WORK INSTRUCTIONS: Show every line of the material that follows in which the word "Waterview" occurs.

[[ PROVIDED ENTRIES open ]]

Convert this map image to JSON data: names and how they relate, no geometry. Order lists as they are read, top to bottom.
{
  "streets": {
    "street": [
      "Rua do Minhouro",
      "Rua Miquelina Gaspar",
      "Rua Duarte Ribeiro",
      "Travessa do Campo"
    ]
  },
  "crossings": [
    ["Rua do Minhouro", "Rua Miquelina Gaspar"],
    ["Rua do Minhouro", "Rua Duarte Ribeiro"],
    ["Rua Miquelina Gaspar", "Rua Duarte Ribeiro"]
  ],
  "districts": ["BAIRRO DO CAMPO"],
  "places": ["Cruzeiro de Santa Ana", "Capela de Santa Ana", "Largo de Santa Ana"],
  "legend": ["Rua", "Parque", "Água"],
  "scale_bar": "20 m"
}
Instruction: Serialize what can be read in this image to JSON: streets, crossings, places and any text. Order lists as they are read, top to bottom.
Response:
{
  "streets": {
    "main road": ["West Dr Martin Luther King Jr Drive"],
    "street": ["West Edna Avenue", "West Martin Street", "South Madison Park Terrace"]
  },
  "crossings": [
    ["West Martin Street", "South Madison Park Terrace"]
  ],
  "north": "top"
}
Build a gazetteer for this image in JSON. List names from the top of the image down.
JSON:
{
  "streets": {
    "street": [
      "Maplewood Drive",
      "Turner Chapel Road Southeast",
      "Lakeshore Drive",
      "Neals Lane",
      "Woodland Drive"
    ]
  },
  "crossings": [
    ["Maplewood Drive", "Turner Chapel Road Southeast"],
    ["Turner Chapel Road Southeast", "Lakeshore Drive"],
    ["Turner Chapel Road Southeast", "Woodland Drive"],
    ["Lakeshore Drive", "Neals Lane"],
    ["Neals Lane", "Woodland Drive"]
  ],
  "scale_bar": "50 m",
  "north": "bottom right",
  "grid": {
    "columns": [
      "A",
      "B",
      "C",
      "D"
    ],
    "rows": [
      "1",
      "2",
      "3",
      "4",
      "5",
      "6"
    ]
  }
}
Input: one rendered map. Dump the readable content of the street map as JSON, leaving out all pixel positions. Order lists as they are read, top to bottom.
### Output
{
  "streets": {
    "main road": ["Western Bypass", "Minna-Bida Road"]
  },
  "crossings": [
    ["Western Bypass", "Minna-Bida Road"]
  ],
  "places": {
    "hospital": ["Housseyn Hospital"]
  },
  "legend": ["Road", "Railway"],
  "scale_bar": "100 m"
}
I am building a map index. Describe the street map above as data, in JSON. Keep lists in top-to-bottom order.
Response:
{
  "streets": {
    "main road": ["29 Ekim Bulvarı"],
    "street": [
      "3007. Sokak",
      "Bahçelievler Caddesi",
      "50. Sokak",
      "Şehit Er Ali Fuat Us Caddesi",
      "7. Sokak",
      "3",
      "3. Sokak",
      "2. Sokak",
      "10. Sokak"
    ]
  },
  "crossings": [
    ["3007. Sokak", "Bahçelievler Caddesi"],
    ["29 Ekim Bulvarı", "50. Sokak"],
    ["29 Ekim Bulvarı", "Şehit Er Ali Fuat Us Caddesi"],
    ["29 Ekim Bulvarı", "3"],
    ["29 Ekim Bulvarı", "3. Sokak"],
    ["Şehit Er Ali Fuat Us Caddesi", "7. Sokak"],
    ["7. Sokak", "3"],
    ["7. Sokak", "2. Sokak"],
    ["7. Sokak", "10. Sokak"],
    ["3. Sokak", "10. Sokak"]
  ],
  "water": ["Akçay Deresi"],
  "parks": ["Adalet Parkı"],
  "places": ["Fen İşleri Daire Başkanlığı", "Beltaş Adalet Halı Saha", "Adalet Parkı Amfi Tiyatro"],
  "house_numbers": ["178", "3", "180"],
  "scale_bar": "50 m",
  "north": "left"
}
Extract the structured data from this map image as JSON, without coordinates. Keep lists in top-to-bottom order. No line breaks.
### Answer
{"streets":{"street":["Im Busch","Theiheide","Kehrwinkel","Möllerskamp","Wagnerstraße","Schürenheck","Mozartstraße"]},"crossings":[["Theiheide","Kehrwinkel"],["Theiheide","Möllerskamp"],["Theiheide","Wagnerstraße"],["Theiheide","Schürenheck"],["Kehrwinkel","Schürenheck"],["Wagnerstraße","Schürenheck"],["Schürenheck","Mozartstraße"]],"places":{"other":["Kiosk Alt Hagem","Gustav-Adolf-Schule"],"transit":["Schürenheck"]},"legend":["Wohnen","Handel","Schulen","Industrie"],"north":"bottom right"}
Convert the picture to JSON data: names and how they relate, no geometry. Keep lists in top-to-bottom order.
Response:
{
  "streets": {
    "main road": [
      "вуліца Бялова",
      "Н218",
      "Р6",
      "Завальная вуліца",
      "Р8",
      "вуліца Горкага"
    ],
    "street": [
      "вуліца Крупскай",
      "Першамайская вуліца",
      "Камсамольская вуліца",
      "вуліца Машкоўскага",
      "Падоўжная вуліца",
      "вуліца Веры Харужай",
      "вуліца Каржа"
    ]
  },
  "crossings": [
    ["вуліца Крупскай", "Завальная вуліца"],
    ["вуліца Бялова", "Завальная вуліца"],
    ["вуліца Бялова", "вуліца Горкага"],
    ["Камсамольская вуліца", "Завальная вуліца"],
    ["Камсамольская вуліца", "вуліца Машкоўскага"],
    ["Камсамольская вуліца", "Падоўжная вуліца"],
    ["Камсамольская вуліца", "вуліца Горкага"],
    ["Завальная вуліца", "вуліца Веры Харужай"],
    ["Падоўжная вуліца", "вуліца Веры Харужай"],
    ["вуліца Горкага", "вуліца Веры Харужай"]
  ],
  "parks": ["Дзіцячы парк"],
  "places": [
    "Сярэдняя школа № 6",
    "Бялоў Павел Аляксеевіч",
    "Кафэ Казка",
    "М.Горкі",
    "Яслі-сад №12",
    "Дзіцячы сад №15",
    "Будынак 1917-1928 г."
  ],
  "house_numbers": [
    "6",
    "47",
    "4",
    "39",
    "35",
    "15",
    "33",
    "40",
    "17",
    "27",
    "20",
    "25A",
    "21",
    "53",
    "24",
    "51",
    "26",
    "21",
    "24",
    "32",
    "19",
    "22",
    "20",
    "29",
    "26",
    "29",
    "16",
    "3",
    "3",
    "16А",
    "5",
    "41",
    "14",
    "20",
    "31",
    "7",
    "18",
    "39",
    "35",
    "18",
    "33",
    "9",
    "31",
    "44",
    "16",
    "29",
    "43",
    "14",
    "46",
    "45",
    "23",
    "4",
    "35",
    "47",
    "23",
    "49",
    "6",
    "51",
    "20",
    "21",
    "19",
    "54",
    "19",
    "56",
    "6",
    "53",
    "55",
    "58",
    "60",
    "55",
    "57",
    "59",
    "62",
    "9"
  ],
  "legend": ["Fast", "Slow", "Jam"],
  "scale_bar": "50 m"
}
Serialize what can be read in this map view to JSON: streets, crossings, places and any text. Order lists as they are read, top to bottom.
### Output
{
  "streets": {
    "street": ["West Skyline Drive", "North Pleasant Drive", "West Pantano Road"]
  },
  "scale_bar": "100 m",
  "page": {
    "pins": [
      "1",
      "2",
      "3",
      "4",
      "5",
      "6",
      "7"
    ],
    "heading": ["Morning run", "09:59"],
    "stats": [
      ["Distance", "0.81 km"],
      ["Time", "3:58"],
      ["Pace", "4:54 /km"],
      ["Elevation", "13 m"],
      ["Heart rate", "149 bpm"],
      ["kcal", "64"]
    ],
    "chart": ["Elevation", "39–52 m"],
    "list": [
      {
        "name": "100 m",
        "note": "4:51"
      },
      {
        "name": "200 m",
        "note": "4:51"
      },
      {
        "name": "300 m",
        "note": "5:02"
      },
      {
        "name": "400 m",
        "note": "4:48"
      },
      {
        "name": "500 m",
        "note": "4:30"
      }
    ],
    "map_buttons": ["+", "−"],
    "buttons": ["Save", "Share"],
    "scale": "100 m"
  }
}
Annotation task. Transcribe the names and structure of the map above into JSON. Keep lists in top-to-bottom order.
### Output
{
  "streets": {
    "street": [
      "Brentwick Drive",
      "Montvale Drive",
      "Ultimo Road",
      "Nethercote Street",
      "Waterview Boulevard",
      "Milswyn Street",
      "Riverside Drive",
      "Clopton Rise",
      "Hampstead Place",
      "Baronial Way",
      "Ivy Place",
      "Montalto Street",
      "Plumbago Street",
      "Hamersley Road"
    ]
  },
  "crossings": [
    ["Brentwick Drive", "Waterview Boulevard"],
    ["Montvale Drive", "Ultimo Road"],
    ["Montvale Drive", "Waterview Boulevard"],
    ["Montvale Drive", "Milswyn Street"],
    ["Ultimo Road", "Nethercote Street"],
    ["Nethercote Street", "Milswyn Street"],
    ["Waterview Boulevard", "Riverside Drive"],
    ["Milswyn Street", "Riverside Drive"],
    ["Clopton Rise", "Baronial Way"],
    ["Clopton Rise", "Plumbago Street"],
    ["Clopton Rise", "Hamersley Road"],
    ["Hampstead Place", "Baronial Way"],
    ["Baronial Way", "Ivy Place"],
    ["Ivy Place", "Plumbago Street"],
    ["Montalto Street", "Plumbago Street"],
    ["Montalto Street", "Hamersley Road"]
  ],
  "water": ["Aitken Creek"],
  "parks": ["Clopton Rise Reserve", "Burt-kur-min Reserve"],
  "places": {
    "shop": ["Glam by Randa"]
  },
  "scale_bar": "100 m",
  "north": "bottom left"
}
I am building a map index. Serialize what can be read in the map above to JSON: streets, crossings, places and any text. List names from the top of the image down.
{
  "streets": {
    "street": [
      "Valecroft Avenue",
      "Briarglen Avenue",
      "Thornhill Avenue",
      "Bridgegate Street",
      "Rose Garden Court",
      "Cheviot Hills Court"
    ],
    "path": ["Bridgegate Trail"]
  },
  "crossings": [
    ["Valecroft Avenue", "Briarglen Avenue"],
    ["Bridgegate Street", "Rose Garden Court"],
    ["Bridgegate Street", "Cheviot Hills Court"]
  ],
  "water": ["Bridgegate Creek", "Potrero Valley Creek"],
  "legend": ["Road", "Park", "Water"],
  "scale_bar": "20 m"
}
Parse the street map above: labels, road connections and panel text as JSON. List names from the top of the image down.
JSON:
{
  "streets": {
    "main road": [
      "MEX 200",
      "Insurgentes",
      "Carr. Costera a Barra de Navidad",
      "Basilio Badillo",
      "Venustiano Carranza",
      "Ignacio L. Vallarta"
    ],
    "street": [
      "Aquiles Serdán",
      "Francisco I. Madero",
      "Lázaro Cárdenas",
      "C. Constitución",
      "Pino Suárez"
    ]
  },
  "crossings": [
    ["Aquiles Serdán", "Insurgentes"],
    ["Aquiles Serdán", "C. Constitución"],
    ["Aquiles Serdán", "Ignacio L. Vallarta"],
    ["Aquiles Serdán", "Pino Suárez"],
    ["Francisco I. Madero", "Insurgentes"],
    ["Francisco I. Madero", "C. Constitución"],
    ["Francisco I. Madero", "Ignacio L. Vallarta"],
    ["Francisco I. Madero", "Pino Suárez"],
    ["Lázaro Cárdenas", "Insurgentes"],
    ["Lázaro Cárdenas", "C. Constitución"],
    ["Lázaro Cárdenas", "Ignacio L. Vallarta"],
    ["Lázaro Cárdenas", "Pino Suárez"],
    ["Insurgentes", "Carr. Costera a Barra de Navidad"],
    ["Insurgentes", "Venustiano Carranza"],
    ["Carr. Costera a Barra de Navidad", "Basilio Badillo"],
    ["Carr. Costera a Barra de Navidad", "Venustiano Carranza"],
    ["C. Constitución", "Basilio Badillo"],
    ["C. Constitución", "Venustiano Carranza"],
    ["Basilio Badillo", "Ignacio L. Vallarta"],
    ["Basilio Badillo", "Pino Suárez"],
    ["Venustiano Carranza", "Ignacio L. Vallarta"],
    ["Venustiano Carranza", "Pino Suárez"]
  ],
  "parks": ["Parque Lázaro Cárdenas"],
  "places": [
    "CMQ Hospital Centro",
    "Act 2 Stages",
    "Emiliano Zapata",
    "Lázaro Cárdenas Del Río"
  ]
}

[[ PROVIDED ENTRIES closed ]]

ANSWER FOR THIS EXERCISE:
      "Waterview Boulevard",
    ["Brentwick Drive", "Waterview Boulevard"],
    ["Montvale Drive", "Waterview Boulevard"],
    ["Waterview Boulevard", "Riverside Drive"],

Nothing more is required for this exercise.